- _Provided records_:
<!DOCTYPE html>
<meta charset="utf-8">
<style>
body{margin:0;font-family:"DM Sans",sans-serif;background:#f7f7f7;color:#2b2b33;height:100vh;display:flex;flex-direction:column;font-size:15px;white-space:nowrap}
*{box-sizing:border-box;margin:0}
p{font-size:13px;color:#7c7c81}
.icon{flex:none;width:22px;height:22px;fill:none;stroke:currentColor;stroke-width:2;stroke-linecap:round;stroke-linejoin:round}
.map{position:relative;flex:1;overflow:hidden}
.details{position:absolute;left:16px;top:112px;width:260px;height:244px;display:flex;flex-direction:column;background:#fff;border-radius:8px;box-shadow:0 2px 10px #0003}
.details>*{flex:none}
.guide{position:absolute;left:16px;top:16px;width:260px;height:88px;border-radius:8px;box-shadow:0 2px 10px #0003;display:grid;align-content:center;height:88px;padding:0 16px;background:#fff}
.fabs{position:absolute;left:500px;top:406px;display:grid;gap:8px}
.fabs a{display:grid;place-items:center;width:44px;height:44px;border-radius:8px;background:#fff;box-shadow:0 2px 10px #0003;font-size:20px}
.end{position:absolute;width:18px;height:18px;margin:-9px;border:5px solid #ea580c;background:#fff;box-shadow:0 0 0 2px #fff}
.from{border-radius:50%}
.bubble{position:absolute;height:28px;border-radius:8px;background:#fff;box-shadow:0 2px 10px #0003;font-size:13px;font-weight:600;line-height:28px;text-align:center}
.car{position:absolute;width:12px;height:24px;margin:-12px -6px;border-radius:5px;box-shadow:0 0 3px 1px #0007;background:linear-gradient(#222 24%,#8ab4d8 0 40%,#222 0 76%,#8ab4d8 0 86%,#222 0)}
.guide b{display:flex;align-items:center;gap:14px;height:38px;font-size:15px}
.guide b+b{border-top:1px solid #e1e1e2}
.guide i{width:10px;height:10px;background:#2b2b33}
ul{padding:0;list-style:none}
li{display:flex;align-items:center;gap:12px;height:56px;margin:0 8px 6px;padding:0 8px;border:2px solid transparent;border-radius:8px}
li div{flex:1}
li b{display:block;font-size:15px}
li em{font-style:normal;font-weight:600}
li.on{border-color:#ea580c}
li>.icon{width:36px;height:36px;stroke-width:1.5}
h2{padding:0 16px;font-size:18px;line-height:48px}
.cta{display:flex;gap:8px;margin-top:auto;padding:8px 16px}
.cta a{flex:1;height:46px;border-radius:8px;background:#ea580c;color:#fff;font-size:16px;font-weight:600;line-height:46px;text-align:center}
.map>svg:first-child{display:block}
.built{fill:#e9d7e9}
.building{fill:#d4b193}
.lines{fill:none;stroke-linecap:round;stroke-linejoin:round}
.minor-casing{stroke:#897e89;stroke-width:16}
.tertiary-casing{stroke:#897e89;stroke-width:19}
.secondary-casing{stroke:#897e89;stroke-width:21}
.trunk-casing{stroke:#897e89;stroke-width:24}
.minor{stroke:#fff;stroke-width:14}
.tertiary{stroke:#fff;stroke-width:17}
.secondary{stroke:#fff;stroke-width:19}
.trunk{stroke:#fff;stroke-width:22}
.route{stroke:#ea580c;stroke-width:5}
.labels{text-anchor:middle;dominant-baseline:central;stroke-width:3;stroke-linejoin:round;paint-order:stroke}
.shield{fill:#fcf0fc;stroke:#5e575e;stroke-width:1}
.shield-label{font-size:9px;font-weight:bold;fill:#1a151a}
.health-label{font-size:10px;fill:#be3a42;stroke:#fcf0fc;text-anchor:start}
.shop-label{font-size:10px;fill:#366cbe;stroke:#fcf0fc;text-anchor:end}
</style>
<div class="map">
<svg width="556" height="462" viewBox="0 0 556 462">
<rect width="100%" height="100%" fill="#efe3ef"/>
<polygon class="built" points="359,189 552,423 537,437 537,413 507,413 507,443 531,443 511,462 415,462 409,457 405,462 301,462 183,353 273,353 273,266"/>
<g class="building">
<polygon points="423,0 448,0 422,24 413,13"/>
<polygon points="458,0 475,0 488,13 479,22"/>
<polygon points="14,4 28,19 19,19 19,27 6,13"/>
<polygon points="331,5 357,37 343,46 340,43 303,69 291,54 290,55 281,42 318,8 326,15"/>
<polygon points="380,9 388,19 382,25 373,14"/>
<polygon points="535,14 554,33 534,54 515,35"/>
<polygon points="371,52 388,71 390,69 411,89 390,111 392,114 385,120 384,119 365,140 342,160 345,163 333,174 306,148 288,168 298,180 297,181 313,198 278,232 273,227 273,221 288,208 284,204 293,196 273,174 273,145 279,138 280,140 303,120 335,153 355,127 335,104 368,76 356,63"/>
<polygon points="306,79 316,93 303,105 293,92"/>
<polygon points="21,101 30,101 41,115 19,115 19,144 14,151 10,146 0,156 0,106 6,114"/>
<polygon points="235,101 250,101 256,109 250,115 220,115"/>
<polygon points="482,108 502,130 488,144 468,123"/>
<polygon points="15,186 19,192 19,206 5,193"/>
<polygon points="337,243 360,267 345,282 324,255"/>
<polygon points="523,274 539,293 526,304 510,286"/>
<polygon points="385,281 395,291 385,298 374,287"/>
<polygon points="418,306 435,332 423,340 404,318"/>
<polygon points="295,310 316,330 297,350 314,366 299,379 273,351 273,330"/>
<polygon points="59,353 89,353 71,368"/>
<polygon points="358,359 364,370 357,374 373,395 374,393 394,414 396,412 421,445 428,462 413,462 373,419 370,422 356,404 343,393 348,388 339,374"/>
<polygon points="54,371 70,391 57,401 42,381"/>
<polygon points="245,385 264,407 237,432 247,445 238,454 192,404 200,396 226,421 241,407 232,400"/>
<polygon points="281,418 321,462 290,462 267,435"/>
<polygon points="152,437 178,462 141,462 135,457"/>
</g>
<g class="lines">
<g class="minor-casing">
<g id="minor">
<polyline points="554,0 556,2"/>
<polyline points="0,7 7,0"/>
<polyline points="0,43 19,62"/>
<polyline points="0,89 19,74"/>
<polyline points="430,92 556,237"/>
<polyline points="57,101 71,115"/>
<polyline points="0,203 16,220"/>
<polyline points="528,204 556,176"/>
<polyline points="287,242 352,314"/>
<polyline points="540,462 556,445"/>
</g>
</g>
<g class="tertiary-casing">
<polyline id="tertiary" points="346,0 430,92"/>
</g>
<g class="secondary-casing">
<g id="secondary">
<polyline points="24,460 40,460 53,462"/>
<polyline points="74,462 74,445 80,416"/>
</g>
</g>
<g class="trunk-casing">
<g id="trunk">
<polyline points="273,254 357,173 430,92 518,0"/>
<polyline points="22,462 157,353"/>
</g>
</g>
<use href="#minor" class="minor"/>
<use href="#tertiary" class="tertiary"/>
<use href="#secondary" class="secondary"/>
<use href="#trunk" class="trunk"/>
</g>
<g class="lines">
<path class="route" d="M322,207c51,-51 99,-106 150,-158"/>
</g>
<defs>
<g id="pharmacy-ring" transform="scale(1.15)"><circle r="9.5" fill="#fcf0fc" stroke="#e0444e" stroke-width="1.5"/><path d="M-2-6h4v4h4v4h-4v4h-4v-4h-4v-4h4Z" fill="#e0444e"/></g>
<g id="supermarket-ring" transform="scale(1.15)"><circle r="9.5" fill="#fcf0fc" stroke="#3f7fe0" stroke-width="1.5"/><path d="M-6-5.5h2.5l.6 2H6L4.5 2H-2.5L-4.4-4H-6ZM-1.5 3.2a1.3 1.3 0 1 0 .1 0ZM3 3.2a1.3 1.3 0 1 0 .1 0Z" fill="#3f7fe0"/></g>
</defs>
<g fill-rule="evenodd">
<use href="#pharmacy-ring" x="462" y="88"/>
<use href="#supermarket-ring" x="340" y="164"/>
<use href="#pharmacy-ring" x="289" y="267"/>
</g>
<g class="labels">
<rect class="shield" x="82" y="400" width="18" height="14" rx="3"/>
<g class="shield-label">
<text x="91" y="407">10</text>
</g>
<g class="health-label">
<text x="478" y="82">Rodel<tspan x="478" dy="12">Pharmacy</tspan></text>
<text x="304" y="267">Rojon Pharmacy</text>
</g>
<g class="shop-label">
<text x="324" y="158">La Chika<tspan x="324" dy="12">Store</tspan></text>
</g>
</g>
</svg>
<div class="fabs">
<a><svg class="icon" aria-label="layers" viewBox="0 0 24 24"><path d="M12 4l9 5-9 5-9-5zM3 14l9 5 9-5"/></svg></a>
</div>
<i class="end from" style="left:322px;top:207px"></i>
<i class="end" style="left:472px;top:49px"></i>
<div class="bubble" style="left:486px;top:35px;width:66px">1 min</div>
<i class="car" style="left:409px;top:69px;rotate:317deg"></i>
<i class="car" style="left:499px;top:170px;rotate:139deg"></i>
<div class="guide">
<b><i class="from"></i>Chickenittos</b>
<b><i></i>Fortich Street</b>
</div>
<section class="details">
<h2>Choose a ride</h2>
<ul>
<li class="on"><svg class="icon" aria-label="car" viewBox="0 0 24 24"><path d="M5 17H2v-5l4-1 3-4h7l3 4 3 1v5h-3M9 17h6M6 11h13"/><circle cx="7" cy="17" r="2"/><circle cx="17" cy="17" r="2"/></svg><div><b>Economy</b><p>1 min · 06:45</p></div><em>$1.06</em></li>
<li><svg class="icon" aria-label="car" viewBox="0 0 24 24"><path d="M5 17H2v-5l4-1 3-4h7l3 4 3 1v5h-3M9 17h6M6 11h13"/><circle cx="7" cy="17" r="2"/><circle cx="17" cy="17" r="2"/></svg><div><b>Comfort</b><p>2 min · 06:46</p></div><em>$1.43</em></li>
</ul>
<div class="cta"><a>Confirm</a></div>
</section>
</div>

- _Exercise description_:
Find the string "bubble" in the entries above and return each line that holds it.

- _Finished exercise_:
.bubble{position:absolute;height:28px;border-radius:8px;background:#fff;box-shadow:0 2px 10px #0003;font-size:13px;font-weight:600;line-height:28px;text-align:center}
<div class="bubble" style="left:486px;top:35px;width:66px">1 min</div>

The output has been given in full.